Where Asia is taking the world with AI
Forbes | 22 May 2020
By Ayesha and Parag Khanna
The landscape of artificial intelligence (AI), research and commercialization is increasingly broadening to Asia.
The region, which is home to 61% of the world’s population, stands to gain the most from deploying AI given its still early stages of development but huge potential to scale returns. From Japan to Singapore, AI startup and research clusters are emerging rapidly, a harbinger of the technological leapfrog that is to come.
Here’s a look at how AI is unfolding in the region.

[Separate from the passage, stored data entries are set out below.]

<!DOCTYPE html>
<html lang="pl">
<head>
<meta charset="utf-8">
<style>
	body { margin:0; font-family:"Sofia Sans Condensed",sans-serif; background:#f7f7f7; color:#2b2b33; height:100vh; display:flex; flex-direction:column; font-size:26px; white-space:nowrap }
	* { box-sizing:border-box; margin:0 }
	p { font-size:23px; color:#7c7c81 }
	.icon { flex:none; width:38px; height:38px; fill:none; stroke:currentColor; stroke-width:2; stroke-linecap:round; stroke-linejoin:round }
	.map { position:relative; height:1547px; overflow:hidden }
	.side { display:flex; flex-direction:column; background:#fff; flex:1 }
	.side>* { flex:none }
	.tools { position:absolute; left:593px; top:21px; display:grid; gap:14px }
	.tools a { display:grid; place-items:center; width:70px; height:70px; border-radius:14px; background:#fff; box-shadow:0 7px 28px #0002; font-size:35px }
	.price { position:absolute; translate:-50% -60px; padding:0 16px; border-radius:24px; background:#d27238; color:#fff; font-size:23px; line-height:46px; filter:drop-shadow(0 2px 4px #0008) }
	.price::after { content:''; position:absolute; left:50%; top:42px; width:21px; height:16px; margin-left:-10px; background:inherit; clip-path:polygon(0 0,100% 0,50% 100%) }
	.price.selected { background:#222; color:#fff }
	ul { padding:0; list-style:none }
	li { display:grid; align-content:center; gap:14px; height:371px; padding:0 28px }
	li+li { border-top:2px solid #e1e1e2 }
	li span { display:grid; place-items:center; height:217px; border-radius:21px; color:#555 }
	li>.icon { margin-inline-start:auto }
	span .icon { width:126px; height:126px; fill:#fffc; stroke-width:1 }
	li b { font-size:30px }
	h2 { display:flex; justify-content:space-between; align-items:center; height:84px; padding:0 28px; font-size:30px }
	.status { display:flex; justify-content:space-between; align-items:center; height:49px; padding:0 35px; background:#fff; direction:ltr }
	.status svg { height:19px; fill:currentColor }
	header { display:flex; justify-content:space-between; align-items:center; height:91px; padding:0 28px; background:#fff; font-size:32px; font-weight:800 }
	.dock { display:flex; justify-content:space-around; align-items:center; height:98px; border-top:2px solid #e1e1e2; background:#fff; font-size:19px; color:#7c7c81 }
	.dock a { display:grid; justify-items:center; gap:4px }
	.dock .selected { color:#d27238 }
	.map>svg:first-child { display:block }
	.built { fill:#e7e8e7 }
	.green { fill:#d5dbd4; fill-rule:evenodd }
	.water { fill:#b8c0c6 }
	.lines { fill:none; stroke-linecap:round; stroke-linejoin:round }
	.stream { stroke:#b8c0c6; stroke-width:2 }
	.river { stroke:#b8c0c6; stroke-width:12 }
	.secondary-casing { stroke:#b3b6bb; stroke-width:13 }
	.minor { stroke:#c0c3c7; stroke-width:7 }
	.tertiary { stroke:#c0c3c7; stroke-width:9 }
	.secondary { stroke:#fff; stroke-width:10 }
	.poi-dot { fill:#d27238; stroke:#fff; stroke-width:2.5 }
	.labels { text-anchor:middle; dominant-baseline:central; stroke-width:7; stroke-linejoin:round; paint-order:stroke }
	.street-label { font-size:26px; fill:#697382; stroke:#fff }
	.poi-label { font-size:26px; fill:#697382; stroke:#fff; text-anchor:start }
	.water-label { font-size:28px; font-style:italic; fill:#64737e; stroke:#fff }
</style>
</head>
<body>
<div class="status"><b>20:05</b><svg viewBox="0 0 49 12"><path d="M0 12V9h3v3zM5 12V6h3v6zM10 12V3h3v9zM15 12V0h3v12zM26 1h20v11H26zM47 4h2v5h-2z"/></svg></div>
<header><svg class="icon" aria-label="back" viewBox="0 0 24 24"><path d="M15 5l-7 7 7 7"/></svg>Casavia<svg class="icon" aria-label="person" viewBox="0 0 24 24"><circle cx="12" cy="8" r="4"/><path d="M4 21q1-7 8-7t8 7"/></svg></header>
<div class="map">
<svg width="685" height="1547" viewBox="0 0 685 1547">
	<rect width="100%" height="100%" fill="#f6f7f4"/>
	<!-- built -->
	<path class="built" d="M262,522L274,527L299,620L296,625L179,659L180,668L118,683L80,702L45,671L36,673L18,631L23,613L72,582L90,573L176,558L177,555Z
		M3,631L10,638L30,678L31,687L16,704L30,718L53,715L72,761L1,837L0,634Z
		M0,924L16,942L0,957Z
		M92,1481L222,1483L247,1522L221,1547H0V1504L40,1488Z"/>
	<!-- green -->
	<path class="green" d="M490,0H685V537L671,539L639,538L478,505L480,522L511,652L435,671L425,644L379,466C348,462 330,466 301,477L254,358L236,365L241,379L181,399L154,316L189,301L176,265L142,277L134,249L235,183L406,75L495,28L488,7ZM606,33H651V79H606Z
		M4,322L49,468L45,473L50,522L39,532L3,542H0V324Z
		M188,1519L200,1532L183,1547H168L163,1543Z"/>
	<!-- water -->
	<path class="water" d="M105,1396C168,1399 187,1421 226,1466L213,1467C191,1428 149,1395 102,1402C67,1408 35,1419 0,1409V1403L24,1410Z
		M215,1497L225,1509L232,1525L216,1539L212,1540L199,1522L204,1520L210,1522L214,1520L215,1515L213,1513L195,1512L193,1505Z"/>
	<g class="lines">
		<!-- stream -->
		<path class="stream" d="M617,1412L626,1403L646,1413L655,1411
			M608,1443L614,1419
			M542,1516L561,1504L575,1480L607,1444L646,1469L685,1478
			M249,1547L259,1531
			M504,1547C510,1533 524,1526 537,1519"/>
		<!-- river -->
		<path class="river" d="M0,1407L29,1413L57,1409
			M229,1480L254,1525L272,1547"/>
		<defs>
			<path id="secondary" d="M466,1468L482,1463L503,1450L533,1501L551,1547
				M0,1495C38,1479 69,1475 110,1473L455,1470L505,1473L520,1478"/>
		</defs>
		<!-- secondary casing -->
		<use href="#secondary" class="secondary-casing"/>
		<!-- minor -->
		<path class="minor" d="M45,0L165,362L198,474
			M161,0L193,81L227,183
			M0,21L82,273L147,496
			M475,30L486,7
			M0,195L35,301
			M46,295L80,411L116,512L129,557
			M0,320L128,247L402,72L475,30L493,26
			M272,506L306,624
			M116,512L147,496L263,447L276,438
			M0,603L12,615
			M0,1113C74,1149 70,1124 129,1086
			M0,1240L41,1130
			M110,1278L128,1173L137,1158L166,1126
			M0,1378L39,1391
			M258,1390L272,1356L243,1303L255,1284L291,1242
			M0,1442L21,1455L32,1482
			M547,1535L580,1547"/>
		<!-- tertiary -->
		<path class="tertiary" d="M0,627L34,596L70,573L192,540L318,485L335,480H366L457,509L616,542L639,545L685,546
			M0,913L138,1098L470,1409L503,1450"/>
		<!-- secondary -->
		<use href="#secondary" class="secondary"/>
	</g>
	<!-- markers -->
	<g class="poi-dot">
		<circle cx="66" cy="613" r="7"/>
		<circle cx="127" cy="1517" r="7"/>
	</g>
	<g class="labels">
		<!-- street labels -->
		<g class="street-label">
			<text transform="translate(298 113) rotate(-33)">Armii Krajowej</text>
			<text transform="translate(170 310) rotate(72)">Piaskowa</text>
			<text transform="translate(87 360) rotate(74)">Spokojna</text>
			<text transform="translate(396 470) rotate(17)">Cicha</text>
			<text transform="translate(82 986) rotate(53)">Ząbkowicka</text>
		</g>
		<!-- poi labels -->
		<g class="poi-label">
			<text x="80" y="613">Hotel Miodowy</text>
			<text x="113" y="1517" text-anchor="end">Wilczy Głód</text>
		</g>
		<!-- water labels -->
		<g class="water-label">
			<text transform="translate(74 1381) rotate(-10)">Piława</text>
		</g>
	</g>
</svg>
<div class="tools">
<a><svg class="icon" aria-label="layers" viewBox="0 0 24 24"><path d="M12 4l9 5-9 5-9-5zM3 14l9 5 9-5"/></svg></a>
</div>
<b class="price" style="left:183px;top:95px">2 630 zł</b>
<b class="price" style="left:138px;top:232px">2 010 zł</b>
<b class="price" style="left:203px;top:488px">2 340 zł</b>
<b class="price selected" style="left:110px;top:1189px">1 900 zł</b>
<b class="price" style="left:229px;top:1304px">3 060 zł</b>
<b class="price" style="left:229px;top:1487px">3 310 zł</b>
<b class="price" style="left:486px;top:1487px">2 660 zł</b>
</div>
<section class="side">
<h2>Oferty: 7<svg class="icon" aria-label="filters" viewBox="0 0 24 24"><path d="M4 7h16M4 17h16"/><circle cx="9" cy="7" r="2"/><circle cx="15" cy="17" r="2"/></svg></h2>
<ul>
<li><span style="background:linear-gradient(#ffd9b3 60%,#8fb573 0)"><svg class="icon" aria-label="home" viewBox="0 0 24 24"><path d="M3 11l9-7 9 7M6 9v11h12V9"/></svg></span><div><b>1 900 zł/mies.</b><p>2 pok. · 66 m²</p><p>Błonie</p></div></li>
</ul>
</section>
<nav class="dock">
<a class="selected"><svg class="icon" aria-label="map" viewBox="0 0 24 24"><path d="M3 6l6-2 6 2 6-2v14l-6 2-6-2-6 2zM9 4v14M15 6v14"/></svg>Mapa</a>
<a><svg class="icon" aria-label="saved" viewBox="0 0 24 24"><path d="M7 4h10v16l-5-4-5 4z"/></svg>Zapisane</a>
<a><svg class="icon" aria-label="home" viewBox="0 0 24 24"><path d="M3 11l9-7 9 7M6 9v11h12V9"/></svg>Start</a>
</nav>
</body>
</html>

AI As Strategy: R&D And Talent
Asia has been home to tech pioneers for decades. Leading tech companies in Japan and South Korea, for example, have some of the highest numbers of AI patent filings, according to the World Intellectual Property Organization. The success of these and other East Asian conglomerates is also a testament to the quality of their talent and ability to commercialize research. Asians are placing emphasis on scaling applications in industrial and home robotics, self-driving cars, and smart city projects such as one large automotive manufacturer’s planned development in the foothills of Mount Fuji.
China now leads the world in annual R&D spending with nearly $275 billion (just above 2% of GDP), but other Asian nations are also above the 2% mark, including Japan (roughly $176 billion), South Korea ($70 billion) and Singapore ($13 billion). For comparison, U.S. federal R&D spending is roughly $131 billion. While these figures capture a wide range of sectors from biotech to materials to computer science, all are driven by AI.
Japan’s large-scale push into IoT sensor deployment across Asia should be understood as part of its AI strategy given the data it will generate. As the first country with widespread 5G deployment, South Korea has an edge in gathering data that will deepen its AI prowess in areas such as smart manufacturing, immersive gaming and autonomous vehicles.
Bringing It All Together: Singapore And ASEAN
Though its R&D spending is much lower than other countries in the region, Singapore stands out for its ambitious vision for AI and success in execution. Singapore’s recently announced AI strategy includes all the key ingredients to become a leading AI hub for Asia:
Application to industry and urban problems
Capital investments for startups
Support of small businesses to leverage AI
Investment in research and subsidies for citizens to upskill
A regulatory framework that oversees data protection and AI ethics
As Singapore ramps up 5G deployment to cover half the island in the coming years, it has also identified five national projects across logistics, housing, healthcare, education, and security for which it is training 25,000 professionals in AI basics. Singapore’s holistic approach to innovation has helped it rank as the third most innovative country in the world. (Korea is second; the U.S. is ninth.)
Singapore is also taking a global lead in AI governance. At the 2020 World Economic Forum in Davos, the Minister for Communications and Information presented the country’s guidelines for responsibly implementing AI, managing its risks and building consumer trust.
While Singapore remains a small market, it has positioned itself as the most dynamic emerging region of Southeast Asia (ASEAN), home to 600 million people with a lower median age and per capita income than China.
This zone of nearly 10 countries between China and Singapore is also a highly collaborative one. Leading companies in Japan, China, South Korea, and Singapore are all lead investors in one of Singapore’s most promising startups, with services ranging from ridesharing to e-payments. One e-commerce and gaming unicorn also launched in Singapore with funding from a Chinese multinational conglomerate and in 2017 became the region’s first tech company to conduct an initial public offering on the New York Stock Exchange.
As foreign investment in manufacturing shifts from China to Southeast Asia, companies are putting AI to work to bring automation to the industrial landscape of Indonesia, Malaysia, Thailand and Vietnam. These countries are home to major investments from Chinese tech giants, which have opened up AI labs in the region. This trend shows no sign of slowing as venture capital funds invested over $3.4 billion in ASEAN in the first half of 2019, and China’s investment in the region increased fourfold.
AI’s Rapid Expansion In Emerging Asia
While India lags behind East Asian states in R&D spending and patent filing, it ranks second only to China in the number of computer science graduates it produces each year. By further training software engineers to become data scientists and machine learning specialists, India almost doubled its AI workforce from 40,000 in 2018 to 72,000 in 2019.
This labor pool is deeply involved in national initiatives such as a universal identification project—which has already registered more than 1 billion citizens—and a new facial recognition database for law enforcement agencies. Many global companies have set up AI research centers in Bengaluru while one multinational AI company has raised more than $325 million to boost enterprise efficiency with AI.